▶ [What this task involves] Where a line contains the word "halo", copy that line from the records below.

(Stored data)
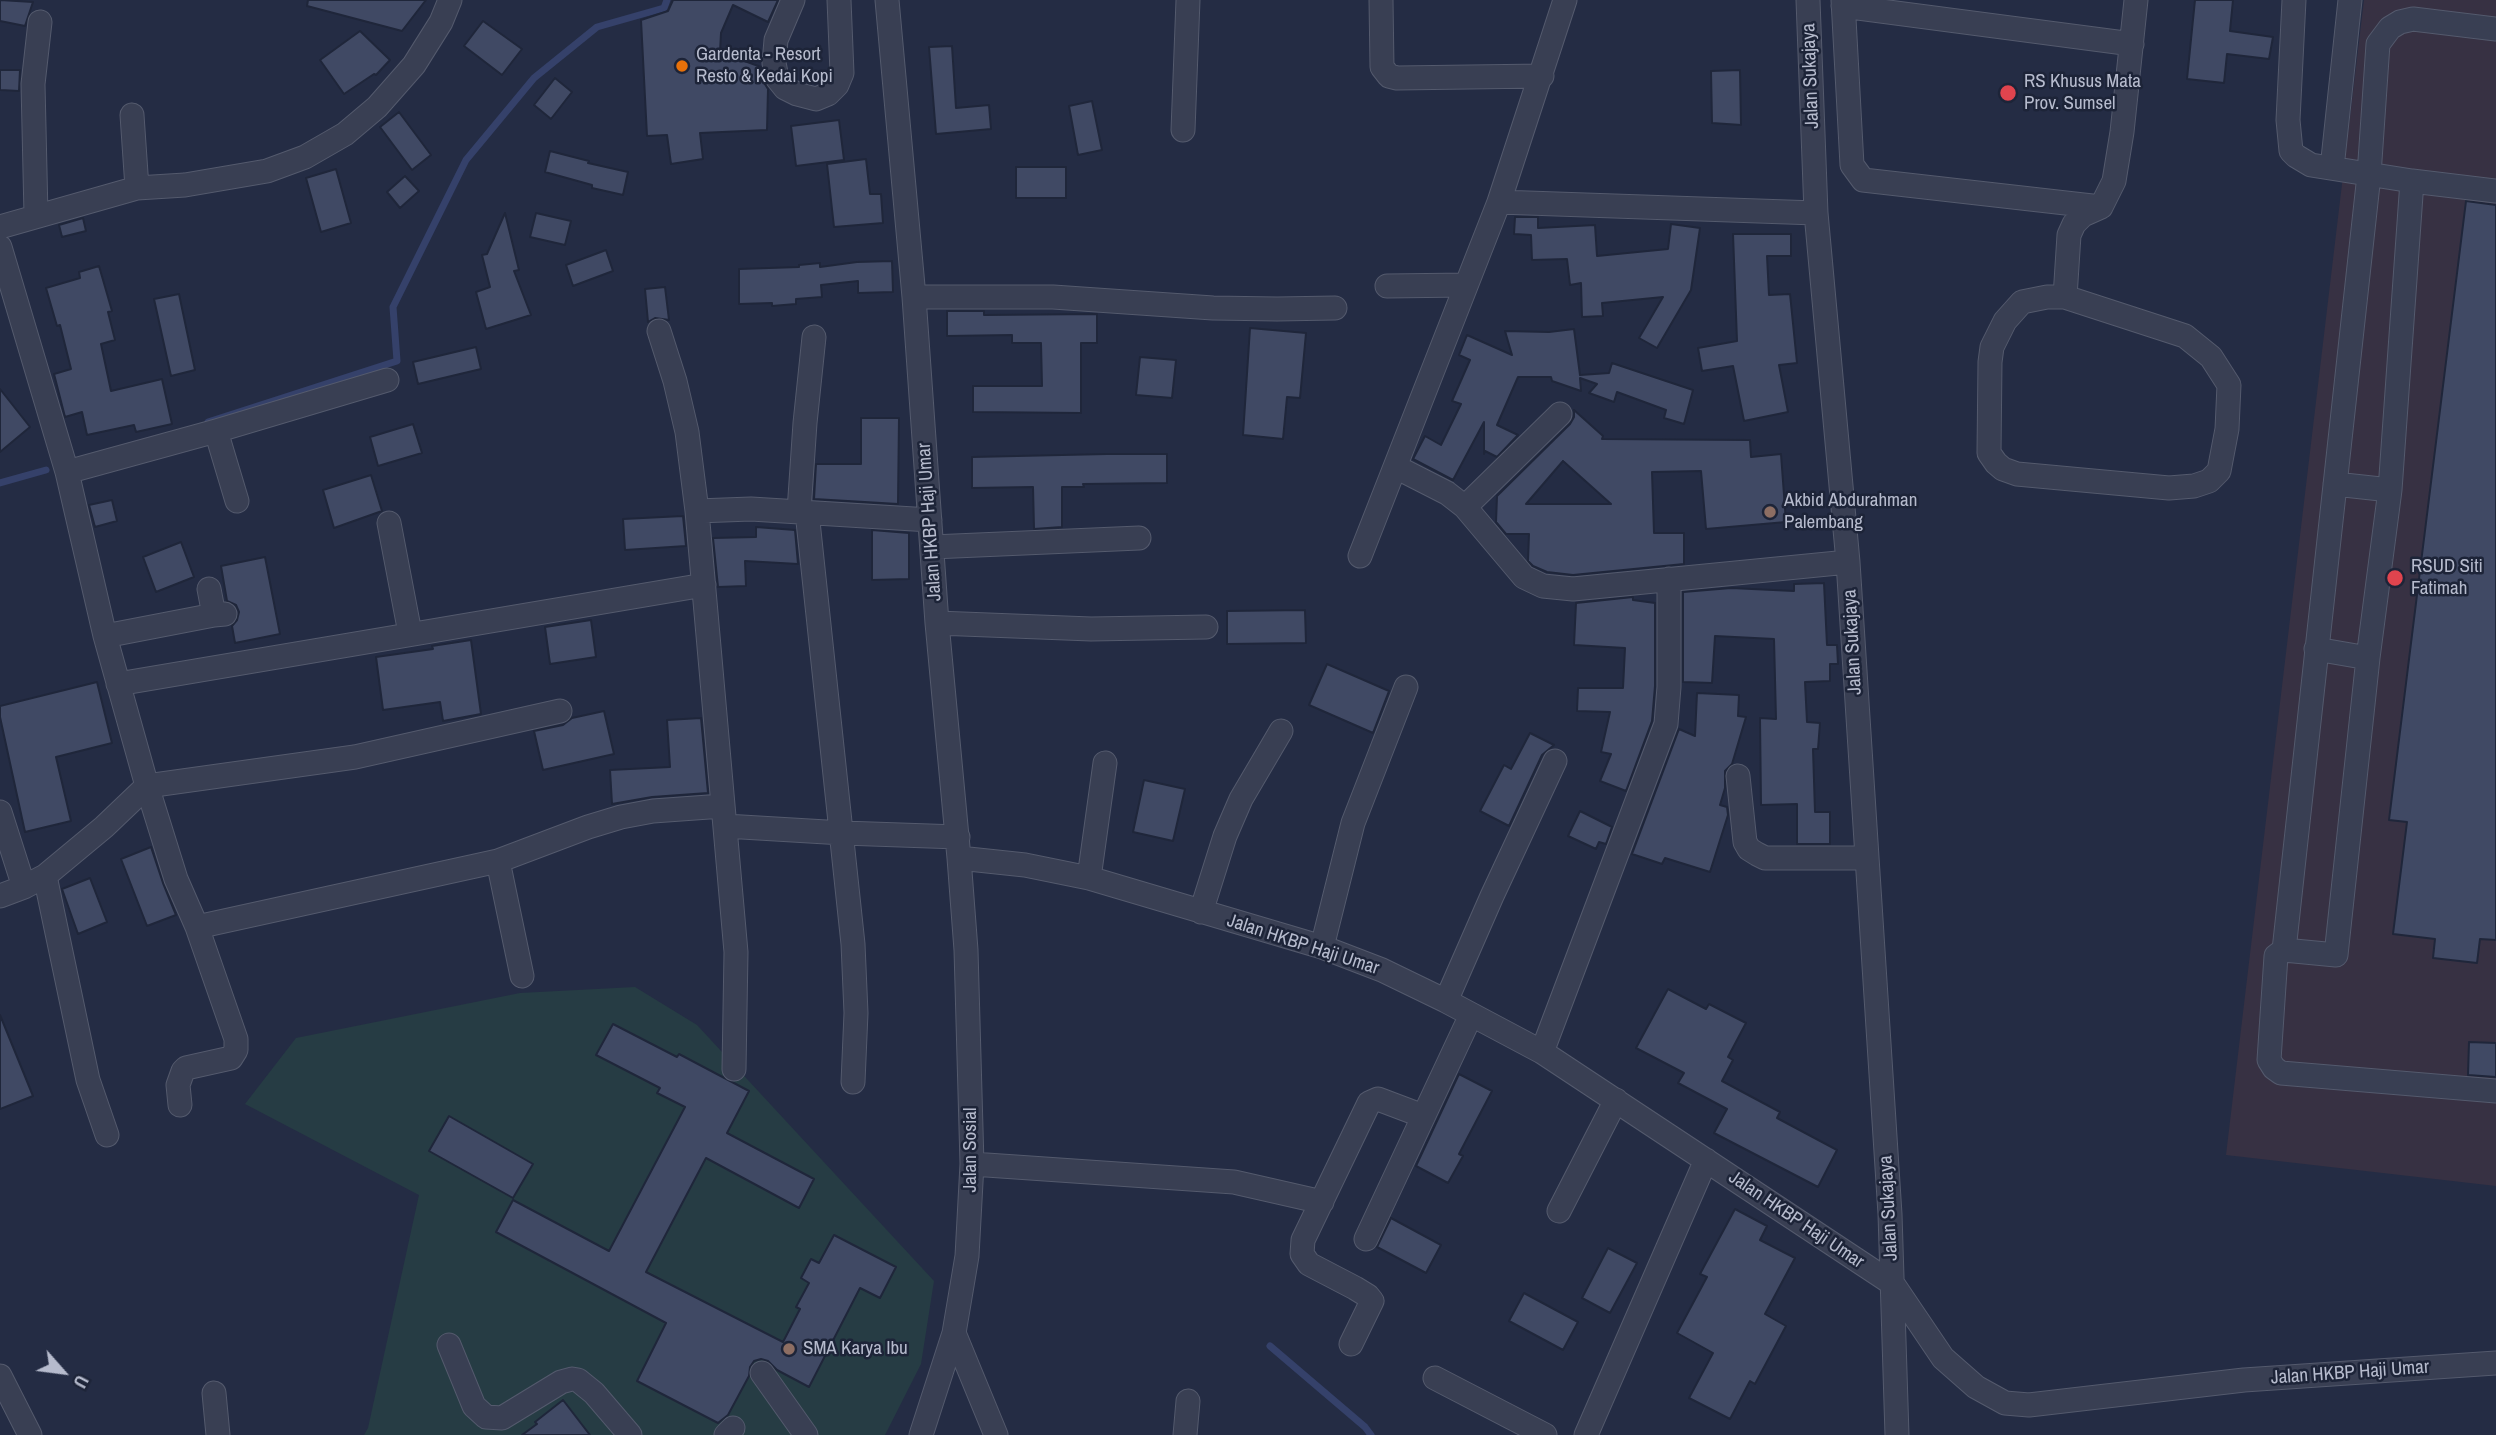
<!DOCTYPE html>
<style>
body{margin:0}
#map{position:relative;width:2496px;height:1435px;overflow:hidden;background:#242c44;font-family:"Archivo Narrow",sans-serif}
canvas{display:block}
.north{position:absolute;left:28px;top:1337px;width:70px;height:70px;-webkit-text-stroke:5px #1d2438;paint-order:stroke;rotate:118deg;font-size:19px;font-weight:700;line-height:28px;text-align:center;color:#b6bbcd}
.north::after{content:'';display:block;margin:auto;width:24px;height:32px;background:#b6bbcd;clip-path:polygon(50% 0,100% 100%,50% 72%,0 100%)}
</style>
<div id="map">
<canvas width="2496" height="1435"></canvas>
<div class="north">U</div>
</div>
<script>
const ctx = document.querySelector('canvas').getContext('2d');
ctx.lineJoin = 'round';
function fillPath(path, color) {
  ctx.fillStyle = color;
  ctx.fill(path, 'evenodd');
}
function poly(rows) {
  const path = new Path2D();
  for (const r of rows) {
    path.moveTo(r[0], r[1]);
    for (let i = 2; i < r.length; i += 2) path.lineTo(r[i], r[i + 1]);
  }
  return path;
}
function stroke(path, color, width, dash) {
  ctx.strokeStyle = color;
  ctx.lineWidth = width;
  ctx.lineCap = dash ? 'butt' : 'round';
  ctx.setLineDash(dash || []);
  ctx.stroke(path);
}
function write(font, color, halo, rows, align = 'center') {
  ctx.font = font + ' "Archivo Narrow",sans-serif';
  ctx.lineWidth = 5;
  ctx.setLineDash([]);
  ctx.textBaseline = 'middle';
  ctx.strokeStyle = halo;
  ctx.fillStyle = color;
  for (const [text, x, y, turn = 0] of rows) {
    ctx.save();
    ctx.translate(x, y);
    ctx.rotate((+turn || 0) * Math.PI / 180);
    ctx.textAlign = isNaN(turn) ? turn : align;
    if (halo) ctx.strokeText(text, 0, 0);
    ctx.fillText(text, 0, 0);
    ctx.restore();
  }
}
fillPath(poly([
 [2364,0,2496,0,2496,1186,2226,1155]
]), '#373143');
fillPath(poly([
 [635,987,697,1025,934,1281,921,1364,885,1435,364,1435,368,1428,419,1195,245,1104,296,1038,520,993]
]), '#263c44');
stroke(poly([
 [208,422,397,361,393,307,466,160,534,78,597,27,664,8,667,0],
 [0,483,46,470],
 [1270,1346,1365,1427,1371,1435]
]), '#35416a', 7);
const building = poly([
 [0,0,33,2,25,26,0,21,0,0],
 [308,0,426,0,402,31,307,6,308,0],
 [673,0,778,0,768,22,733,5,721,33,720,52,761,67,763,81,768,89,767,130,700,133,703,159,671,164,667,135,647,136,641,20,668,11,673,0],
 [2195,0,2233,0,2230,31,2273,37,2269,59,2227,54,2224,83,2187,79,2195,0],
 [483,21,522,49,502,75,464,46,483,21],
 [360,31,390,60,376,75,374,74,344,94,320,60,360,31],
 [952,46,956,108,989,105,991,129,936,134,929,47,952,46],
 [0,70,20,70,19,91,0,90,0,70],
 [1740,70,1741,125,1712,123,1711,71,1740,70],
 [555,78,572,92,551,119,534,105,555,78],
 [1092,101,1102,150,1078,155,1069,106,1092,101],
 [399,112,431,155,412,170,380,127,399,112],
 [839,120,844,160,796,166,791,126,839,120],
 [550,151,589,161,588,163,628,172,623,195,592,188,592,185,545,172,550,151],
 [866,159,870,194,881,194,883,223,834,227,827,164,866,159],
 [1016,167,1066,167,1066,198,1016,198,1016,167],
 [336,169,351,223,321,232,306,178,336,169],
 [405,176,419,191,400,208,387,192,405,176],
 [2466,201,2496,205,2496,940,2480,939,2477,963,2433,958,2435,939,2393,934,2407,822,2389,820,2466,201],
 [505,213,519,270,514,271,531,315,486,329,476,292,490,287,482,255,487,254,505,213],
 [536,213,571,221,565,245,530,237,536,213],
 [1515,217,1538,217,1538,228,1595,225,1597,256,1668,249,1671,224,1700,228,1691,290,1657,348,1639,338,1663,297,1602,303,1603,316,1582,317,1581,283,1570,285,1567,259,1532,260,1531,235,1514,234,1515,217],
 [83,218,86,231,62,237,59,225,83,218],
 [1733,234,1791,234,1791,256,1767,256,1769,295,1790,294,1797,363,1779,365,1788,412,1744,421,1733,366,1702,371,1698,348,1737,341,1733,234],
 [606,250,613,271,573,286,566,265,606,250],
 [892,261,893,292,858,293,858,281,821,285,822,297,796,299,796,304,772,306,772,303,739,304,739,269,799,267,799,265,820,263,820,267,857,262,892,261],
 [99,266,112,311,108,312,115,340,101,344,111,391,162,379,172,424,136,432,134,425,87,435,82,412,65,417,54,374,71,369,60,325,57,326,46,288,80,278,79,272,99,266],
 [665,287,669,320,655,318,648,322,645,289,665,287],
 [179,294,195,370,171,376,154,299,179,294],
 [947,311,984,311,984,315,1097,314,1097,343,1081,343,1081,413,973,412,973,386,1042,386,1041,343,1012,343,1012,335,947,336,947,311],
 [1250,328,1306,333,1300,398,1287,397,1283,439,1243,435,1250,328],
 [1574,329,1580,375,1609,373,1612,363,1693,390,1684,424,1664,418,1666,410,1617,392,1614,402,1589,393,1597,384,1580,378,1581,391,1552,381,1551,377,1518,377,1497,425,1518,435,1497,457,1485,451,1484,454,1484,422,1453,480,1413,459,1425,436,1441,445,1461,404,1452,401,1470,360,1459,355,1467,335,1512,355,1505,331,1549,332,1574,329],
 [476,347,481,369,418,384,413,362,476,347],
 [1140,357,1176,360,1172,398,1136,395,1140,357],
 [0,389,30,427,0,452,0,389],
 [1574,410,1603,436,1602,439,1750,440,1751,457,1781,454,1786,522,1706,529,1701,471,1652,472,1654,533,1684,533,1684,564,1573,575,1547,572,1533,566,1528,561,1529,534,1506,534,1496,522,1497,496,1570,424,1574,417,1574,410],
 [1563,461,1611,504,1526,504,1563,461],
 [861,418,899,418,898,504,814,499,816,464,861,464,861,418],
 [413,424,422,453,378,466,370,437,413,424],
 [1107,454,1167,454,1167,483,1083,484,1084,487,1062,487,1062,527,1034,529,1033,487,972,488,972,457,1107,454],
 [371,475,382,511,334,528,323,490,371,475],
 [112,500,117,521,95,527,89,505,112,500],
 [683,516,686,546,625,550,623,519,683,516],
 [756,527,795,530,798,564,745,561,746,586,718,587,713,538,756,537,756,527],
 [872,530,909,533,909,579,872,580,872,530],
 [181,542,194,577,156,592,143,557,181,542],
 [265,557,280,634,235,643,232,626,237,620,239,612,236,605,227,601,221,566,265,557],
 [1824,583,1827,645,1837,645,1838,664,1830,664,1830,681,1805,682,1807,722,1820,723,1818,749,1813,749,1815,812,1830,812,1830,844,1797,844,1797,804,1761,805,1760,718,1776,719,1774,639,1715,636,1712,683,1683,682,1683,592,1731,588,1794,591,1794,584,1824,583],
 [1633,597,1633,600,1655,603,1655,686,1652,721,1626,791,1600,781,1611,754,1601,752,1610,712,1577,711,1578,688,1623,688,1625,648,1574,645,1576,603,1633,597],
 [1305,610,1306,643,1227,644,1227,611,1305,610],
 [591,620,596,657,550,664,545,627,591,620],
 [471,640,481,714,443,721,440,702,383,710,376,657,433,649,432,646,471,640],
 [1327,664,1389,691,1373,733,1309,705,1327,664],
 [97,682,112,743,56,757,71,821,25,832,0,717,0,706,97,682],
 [1697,693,1739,695,1738,716,1746,717,1732,764,1725,771,1725,788,1720,805,1727,807,1728,815,1710,872,1665,858,1662,864,1632,854,1679,729,1695,736,1697,693],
 [604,711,614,754,543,770,534,731,563,725,572,718,604,711],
 [701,718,708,793,652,797,612,804,610,770,670,767,667,720,701,718],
 [1530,733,1554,745,1542,755,1509,826,1480,811,1504,765,1511,769,1530,733],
 [1144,780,1185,789,1173,841,1133,832,1144,780],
 [1580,811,1612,827,1606,844,1599,842,1596,849,1568,836,1580,811],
 [151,847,163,883,176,915,147,926,121,859,151,847],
 [90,878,107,922,78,934,62,889,90,878],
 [1668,989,1706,1009,1709,1004,1746,1023,1728,1057,1733,1060,1722,1081,1780,1112,1777,1118,1837,1150,1818,1187,1714,1133,1727,1109,1678,1083,1684,1073,1636,1048,1668,989],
 [0,1015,33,1096,0,1109,0,1015],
 [613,1024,677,1057,679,1054,749,1091,727,1133,814,1179,799,1208,706,1158,646,1272,783,1342,800,1309,796,1307,809,1283,801,1278,811,1259,819,1263,834,1235,896,1267,880,1298,860,1288,809,1387,777,1370,768,1361,761,1359,754,1361,750,1367,749,1376,728,1415,718,1423,637,1381,666,1323,496,1232,513,1200,609,1251,685,1107,657,1093,660,1088,596,1055,613,1024],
 [2469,1042,2496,1043,2496,1077,2468,1075,2469,1042],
 [1459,1074,1492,1091,1459,1154,1463,1156,1448,1183,1416,1166,1459,1074],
 [449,1116,533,1164,513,1198,429,1151,449,1116],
 [1735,1209,1767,1226,1760,1240,1795,1258,1765,1314,1786,1326,1755,1384,1750,1381,1730,1419,1689,1398,1713,1353,1677,1333,1707,1277,1700,1274,1735,1209],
 [1391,1218,1441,1245,1426,1273,1377,1247,1391,1218],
 [1608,1248,1637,1263,1610,1313,1582,1298,1608,1248],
 [1524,1293,1578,1322,1563,1350,1509,1321,1524,1293],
 [563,1400,590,1435,522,1435,537,1424,535,1422,563,1400]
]);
fillPath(building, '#404964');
stroke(building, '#1f263a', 2);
const minor = poly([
 [793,0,776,40,774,63,777,78,785,88,797,94,816,99,828,94,837,85,842,73,839,0],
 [887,0,914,297,937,623,959,858,1025,865,1089,878,1322,947,1382,970,1446,1001,1542,1052,1893,1284,1943,1358,1976,1387,2005,1403,2029,1405,2244,1380,2496,1363],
 [1381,0,1382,67,1389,76,1397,78,1542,76],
 [1808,0,1816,213,1848,562,1890,1214,1897,1435],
 [1843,0,1852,165,1863,180,2101,207],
 [2294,0,2288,120,2291,151,2296,156,2311,165,2412,181,2390,490,2368,658,2336,955,2284,950,2276,956,2269,1060,2274,1068,2281,1073,2496,1091],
 [1843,6,2132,44],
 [1183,130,1188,0],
 [2332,168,2350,0],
 [2412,181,2496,191],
 [137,188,185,185,267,171,305,157,345,134,377,107,414,65,441,22,450,0],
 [1499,202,1816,213],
 [36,215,33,84,40,22],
 [0,227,137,188,132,115],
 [0,247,67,472,105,636,147,786,176,879,197,927,236,1039,236,1050,231,1058,186,1068,183,1071,178,1085,180,1105],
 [1387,286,1466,285],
 [914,297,1053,297,1213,308,1277,309,1335,308],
 [2047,297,2065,297,2185,336,2211,357,2229,385,2227,429,2219,471,2209,481,2194,486,2169,488,2017,474,2003,469,1996,463,1989,453,1990,362,1992,347,2005,321,2022,302,2047,297],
 [2065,297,2069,235,2074,224,2083,215,2101,207,2114,181,2122,132,2136,0],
 [659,331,675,381,687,432,697,511,736,952,734,1069],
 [216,431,237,501],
 [1396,467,1447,493,1465,507,1524,577,1543,586,1573,589,1848,562],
 [67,472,216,431,387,380],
 [2335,484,2390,490],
 [1465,507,1560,414],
 [697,511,751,509,930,520],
 [799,511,805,423,814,337],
 [807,512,853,944,856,1013,853,1082],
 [389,523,410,633],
 [932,547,1139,538],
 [1360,556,1499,202,1565,0],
 [209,589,214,615,225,614],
 [937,623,1091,629,1206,627],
 [105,636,214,615],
 [2316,649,2368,658],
 [118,684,704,585],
 [1738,776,1745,842,1749,849,1757,854,1765,858,1866,858],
 [0,812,24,887],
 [725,826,843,833,958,837],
 [498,861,522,976],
 [45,876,88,1080,107,1135],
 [1089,878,1105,763],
 [0,896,24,887,45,876,104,827,147,786,355,757,560,711],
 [1201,912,1225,836,1241,799,1281,731],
 [197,927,498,861,588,827,621,817,653,811,723,806],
 [1322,947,1353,823,1406,687],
 [2284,950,2369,175,2378,44,2390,28,2400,22,2413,19,2496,29],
 [1446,1001,1492,896,1555,761],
 [1542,1052,1666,724,1669,687,1669,579],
 [972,1164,1234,1182,1322,1202],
 [1559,1211,1616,1100],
 [1366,1239,1471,1015],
 [954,1333,996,1435],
 [1351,1344,1372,1301,1368,1296,1355,1288,1309,1264,1302,1254,1303,1240,1369,1103,1378,1099,1423,1116],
 [449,1345,474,1406,486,1417,502,1418,561,1382,572,1379,578,1380,594,1393,630,1435],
 [762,1373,806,1435],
 [0,1376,30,1435],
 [1435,1378,1545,1435],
 [214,1393,218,1435],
 [726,1435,733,1428],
 [921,1435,954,1333,967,1256,972,1164,966,950,959,858],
 [1185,1435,1188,1401],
 [1586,1435,1706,1160]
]);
stroke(minor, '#545a6d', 25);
stroke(minor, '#393f53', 23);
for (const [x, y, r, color] of [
 [682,66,7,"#e8710a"],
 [2008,93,9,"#e0444e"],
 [1770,512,7,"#8d6e63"],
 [2395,578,9,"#e0444e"],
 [789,1349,7,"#8d6e63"]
]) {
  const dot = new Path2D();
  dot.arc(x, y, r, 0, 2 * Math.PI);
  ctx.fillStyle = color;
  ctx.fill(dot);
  stroke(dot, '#1d2438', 2.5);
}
write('19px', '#b6bbcd', '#1d2438', [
 ["Gardenta - Resort",696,55],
 ["Resto & Kedai Kopi",696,77],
 ["RS Khusus Mata",2024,82],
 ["Prov. Sumsel",2024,104],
 ["Akbid Abdurahman",1784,501],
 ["Palembang",1784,523],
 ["RSUD Siti",2411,567],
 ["Fatimah",2411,589],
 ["SMA Karya Ibu",803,1349]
], 'left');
write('19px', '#b6bbcd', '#1d2438', [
 ["Jalan Sukajaya",1811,76,-92],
 ["Jalan HKBP Haji Umar",930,522,-94],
 ["Jalan Sukajaya",1853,642,-93],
 ["Jalan HKBP Haji Umar",1303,945,18],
 ["Jalan Sosial",971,1150,-90],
 ["Jalan Sukajaya",1889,1208,-93],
 ["Jalan HKBP Haji Umar",1796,1220,34],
 ["Jalan HKBP Haji Umar",2350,1373,-4]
]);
</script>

▶ [Task solution]
function write(font, color, halo, rows, align = 'center') {
  ctx.strokeStyle = halo;
    if (halo) ctx.strokeText(text, 0, 0);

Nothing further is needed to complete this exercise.